EXERCISE DETAILS → The result should be every line in the data below that carries the string "halo".

Collected data →
··········

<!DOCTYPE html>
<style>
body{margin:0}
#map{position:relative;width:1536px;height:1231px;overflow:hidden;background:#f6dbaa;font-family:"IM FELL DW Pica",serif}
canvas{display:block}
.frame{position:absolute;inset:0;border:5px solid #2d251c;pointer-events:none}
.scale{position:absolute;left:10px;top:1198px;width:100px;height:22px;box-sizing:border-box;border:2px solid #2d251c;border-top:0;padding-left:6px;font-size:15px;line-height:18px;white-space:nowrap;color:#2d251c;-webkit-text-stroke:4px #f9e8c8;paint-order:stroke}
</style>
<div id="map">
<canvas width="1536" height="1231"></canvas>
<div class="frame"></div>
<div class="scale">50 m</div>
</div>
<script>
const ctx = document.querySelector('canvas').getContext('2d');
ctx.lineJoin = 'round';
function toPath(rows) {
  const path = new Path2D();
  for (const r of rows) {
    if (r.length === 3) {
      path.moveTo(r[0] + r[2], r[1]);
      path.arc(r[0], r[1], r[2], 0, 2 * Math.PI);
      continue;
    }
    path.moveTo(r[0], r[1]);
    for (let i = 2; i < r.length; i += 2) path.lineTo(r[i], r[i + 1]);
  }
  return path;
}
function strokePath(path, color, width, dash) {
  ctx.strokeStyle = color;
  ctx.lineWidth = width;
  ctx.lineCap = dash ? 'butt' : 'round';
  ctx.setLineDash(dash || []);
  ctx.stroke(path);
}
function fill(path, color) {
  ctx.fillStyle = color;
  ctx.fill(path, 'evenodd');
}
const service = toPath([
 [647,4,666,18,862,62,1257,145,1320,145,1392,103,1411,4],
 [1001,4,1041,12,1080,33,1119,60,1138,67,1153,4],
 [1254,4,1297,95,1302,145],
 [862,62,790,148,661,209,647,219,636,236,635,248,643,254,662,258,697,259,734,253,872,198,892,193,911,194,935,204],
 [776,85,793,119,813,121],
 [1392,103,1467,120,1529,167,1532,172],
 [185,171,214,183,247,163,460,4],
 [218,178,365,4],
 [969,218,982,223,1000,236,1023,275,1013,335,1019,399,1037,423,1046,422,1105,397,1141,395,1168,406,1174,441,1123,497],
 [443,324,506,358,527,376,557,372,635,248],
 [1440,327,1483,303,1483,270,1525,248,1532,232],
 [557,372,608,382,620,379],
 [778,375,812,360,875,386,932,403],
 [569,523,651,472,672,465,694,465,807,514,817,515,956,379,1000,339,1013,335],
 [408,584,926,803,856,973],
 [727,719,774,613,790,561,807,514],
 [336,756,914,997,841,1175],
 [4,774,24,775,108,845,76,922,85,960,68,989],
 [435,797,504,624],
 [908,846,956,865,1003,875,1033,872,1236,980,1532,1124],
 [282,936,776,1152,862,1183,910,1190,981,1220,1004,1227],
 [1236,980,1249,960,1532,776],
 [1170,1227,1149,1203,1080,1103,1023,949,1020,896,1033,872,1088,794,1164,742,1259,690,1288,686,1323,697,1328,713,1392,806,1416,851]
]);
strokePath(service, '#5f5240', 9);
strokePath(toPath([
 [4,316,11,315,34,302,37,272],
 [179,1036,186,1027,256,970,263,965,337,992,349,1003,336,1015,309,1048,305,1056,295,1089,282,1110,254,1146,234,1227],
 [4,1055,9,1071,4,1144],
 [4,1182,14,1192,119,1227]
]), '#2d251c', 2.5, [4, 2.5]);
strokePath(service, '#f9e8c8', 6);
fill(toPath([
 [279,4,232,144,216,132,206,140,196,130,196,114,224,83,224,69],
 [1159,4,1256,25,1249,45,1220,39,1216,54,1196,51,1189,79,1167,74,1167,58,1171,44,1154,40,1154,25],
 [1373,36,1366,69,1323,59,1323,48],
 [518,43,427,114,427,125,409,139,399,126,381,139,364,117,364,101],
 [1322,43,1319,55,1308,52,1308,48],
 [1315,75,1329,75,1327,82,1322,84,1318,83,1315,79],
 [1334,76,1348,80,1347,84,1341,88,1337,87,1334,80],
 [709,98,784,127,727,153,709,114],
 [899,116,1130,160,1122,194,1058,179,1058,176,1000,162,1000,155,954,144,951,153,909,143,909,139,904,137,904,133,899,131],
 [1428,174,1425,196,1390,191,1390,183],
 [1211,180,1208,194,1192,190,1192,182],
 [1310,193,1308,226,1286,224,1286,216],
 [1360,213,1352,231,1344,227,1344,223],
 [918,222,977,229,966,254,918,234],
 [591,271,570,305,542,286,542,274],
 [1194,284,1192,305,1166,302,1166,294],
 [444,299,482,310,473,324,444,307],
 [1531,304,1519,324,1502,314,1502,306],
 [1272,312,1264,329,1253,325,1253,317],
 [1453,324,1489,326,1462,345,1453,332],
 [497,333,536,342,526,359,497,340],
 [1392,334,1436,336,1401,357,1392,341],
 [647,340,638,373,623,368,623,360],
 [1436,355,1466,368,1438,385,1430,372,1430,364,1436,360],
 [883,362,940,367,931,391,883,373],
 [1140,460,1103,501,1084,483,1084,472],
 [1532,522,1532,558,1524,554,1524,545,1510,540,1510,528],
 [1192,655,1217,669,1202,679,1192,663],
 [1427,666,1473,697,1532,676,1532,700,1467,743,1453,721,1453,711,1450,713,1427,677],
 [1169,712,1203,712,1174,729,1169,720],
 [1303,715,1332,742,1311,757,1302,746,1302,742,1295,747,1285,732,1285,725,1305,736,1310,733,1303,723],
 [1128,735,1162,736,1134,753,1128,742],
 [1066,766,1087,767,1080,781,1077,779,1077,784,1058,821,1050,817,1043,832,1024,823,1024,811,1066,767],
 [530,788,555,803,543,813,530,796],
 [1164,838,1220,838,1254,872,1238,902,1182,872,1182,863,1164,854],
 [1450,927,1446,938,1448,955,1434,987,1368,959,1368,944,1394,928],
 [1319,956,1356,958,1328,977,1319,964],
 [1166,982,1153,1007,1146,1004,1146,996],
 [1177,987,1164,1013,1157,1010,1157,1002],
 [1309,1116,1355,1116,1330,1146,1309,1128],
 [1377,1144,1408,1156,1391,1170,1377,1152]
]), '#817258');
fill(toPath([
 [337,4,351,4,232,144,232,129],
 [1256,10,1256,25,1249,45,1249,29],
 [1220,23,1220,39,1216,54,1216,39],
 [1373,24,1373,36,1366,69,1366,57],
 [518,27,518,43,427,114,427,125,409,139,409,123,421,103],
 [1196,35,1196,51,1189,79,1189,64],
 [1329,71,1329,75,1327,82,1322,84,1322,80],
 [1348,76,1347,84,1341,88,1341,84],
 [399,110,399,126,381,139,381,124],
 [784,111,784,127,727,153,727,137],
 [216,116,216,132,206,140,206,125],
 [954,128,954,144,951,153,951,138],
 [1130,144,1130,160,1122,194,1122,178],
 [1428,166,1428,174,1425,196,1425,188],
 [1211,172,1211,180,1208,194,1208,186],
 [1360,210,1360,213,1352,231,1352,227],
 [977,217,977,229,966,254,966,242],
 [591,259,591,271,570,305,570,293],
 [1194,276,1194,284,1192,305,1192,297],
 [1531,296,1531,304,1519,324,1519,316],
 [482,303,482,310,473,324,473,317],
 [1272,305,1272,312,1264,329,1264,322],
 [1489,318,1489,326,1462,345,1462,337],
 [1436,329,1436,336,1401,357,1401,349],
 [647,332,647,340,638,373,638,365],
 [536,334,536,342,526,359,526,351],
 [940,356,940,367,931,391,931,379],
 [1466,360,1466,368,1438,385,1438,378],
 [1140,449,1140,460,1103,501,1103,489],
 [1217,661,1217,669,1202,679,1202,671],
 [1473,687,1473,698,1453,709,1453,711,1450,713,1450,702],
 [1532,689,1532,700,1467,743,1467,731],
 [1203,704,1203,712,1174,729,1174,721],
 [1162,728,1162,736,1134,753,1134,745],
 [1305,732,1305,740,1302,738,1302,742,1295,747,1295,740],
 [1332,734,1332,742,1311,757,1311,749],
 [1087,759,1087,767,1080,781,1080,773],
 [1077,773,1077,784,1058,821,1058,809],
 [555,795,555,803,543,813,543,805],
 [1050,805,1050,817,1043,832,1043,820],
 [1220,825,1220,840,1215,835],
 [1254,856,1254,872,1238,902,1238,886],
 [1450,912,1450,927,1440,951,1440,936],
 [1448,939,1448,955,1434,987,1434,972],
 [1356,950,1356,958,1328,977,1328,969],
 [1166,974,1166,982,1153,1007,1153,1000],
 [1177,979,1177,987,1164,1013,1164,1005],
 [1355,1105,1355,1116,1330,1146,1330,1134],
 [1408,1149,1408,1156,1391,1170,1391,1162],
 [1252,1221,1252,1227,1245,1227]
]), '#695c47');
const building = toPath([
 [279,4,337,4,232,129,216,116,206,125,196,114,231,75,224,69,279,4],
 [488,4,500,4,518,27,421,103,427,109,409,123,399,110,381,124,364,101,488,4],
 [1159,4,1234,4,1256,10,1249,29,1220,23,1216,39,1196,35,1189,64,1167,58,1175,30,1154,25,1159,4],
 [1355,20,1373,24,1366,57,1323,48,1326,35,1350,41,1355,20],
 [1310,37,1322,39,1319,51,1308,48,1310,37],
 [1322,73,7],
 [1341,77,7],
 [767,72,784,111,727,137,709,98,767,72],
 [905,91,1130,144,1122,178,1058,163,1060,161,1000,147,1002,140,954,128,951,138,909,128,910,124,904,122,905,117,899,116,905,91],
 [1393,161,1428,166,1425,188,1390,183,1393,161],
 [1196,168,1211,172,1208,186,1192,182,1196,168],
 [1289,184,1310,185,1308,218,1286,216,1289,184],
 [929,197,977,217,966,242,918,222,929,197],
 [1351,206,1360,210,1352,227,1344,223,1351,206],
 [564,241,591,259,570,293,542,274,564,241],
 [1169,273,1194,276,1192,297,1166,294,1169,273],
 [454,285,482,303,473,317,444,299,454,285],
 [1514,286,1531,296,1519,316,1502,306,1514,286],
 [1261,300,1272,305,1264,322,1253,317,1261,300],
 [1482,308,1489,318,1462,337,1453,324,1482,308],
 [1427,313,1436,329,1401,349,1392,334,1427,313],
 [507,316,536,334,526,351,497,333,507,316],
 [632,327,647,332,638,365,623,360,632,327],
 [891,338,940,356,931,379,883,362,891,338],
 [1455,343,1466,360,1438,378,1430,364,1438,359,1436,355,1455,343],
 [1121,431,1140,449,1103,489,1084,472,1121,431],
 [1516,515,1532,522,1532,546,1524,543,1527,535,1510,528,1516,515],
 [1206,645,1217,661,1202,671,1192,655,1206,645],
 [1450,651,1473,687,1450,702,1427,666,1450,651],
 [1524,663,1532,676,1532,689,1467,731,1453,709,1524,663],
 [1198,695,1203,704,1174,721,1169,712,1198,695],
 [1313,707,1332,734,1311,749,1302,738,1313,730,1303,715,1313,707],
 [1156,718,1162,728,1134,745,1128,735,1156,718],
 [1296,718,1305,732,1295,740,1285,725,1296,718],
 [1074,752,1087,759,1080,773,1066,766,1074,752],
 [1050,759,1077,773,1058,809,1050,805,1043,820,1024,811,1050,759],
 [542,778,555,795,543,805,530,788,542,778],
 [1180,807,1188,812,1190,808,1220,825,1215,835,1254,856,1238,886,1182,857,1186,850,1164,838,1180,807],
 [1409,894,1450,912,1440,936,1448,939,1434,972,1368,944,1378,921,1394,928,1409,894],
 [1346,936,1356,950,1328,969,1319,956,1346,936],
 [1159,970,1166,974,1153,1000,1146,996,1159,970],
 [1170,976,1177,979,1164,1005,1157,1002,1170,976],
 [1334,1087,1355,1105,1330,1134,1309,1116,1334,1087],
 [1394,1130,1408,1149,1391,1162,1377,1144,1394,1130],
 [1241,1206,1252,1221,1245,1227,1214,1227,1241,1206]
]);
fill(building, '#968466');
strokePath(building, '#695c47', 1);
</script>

··········

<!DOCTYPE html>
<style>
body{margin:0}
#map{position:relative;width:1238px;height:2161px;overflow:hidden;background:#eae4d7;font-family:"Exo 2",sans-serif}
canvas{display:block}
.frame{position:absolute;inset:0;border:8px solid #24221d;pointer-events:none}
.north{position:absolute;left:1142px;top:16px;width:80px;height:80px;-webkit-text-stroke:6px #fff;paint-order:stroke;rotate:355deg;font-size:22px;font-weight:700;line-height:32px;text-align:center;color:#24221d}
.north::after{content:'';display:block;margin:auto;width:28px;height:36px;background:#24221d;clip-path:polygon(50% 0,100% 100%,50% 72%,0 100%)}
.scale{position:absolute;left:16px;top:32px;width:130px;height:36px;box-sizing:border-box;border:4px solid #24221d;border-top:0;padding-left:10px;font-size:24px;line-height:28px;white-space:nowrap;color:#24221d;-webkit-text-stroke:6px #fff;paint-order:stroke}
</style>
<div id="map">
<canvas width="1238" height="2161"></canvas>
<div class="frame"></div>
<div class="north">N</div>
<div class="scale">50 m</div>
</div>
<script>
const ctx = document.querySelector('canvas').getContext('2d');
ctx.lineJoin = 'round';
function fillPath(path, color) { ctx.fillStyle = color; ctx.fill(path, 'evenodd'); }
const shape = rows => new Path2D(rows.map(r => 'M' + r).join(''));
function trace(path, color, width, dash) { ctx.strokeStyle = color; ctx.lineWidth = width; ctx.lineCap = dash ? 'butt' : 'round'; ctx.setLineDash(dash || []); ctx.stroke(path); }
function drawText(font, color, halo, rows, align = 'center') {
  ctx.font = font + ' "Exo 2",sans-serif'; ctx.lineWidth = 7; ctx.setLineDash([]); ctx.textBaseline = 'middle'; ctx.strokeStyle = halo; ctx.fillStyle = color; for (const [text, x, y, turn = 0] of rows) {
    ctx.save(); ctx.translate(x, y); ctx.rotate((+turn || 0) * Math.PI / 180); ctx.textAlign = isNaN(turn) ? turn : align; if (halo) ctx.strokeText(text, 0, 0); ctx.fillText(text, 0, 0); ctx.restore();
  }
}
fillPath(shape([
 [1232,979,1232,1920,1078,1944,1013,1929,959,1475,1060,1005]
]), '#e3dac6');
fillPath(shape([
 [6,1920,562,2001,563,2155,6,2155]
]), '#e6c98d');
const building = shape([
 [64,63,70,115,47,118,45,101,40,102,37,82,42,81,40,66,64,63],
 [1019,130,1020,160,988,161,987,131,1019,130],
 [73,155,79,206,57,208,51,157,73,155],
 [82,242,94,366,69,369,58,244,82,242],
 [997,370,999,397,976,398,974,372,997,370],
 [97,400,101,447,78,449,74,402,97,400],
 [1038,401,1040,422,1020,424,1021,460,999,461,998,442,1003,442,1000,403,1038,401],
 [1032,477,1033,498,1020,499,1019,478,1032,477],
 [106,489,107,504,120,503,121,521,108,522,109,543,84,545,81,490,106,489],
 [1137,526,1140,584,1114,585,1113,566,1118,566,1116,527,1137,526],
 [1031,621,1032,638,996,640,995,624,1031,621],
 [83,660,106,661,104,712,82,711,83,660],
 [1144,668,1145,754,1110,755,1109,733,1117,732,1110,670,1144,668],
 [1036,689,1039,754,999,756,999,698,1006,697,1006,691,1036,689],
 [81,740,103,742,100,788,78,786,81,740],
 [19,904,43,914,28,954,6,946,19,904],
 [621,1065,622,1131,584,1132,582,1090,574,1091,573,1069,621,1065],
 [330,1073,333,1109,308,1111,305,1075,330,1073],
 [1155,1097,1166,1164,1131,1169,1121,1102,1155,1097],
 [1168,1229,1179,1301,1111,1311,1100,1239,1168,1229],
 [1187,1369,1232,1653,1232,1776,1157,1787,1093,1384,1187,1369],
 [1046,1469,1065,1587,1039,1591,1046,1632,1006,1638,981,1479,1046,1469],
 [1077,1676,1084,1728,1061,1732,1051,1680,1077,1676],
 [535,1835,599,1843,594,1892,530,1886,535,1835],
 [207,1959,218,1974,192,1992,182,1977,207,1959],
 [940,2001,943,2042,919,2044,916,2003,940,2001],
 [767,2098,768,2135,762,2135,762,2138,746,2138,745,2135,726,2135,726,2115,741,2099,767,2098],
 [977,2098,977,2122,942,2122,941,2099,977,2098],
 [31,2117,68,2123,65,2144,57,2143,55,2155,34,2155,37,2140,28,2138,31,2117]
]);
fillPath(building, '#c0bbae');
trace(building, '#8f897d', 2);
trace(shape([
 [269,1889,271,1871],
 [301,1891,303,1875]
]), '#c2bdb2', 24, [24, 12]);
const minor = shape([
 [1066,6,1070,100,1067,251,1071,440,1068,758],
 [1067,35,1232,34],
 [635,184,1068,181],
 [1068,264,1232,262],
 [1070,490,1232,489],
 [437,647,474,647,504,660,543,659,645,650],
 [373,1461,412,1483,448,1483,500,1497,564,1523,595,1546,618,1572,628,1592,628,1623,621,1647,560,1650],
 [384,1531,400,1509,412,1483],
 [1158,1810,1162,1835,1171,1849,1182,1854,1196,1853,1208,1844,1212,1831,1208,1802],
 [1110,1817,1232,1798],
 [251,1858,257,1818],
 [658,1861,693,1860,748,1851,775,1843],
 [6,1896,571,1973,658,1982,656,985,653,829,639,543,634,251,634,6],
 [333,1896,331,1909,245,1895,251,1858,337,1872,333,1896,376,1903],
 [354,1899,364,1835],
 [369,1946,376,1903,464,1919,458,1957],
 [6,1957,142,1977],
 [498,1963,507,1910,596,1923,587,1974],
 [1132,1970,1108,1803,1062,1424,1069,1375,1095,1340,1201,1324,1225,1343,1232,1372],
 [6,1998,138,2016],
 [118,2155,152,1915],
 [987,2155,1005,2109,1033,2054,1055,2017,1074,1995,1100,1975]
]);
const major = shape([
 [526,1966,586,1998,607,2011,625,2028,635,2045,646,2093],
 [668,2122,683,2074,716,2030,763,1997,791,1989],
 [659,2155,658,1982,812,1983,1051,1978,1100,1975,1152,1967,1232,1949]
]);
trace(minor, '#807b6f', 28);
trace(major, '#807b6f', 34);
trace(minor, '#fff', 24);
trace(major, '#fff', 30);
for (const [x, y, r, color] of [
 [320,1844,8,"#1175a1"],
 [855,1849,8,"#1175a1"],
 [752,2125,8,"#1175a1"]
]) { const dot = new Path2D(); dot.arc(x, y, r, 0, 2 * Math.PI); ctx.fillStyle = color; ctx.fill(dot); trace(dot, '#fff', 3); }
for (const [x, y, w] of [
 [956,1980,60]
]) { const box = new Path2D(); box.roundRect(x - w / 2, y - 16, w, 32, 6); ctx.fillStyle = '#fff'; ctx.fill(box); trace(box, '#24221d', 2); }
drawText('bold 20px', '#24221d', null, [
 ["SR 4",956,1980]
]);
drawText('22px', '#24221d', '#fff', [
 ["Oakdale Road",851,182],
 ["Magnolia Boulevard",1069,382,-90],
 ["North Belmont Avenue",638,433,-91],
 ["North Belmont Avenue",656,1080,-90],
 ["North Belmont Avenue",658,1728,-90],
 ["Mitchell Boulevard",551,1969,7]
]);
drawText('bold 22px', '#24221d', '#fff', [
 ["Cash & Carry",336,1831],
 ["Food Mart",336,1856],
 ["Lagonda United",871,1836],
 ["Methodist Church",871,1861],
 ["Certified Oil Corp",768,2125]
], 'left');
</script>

··········

COMPLETED EXERCISE →
function drawText(font, color, halo, rows, align = 'center') {
  ctx.font = font + ' "Exo 2",sans-serif'; ctx.lineWidth = 7; ctx.setLineDash([]); ctx.textBaseline = 'middle'; ctx.strokeStyle = halo; ctx.fillStyle = color; for (const [text, x, y, turn = 0] of rows) {
    ctx.save(); ctx.translate(x, y); ctx.rotate((+turn || 0) * Math.PI / 180); ctx.textAlign = isNaN(turn) ? turn : align; if (halo) ctx.strokeText(text, 0, 0); ctx.fillText(text, 0, 0); ctx.restore();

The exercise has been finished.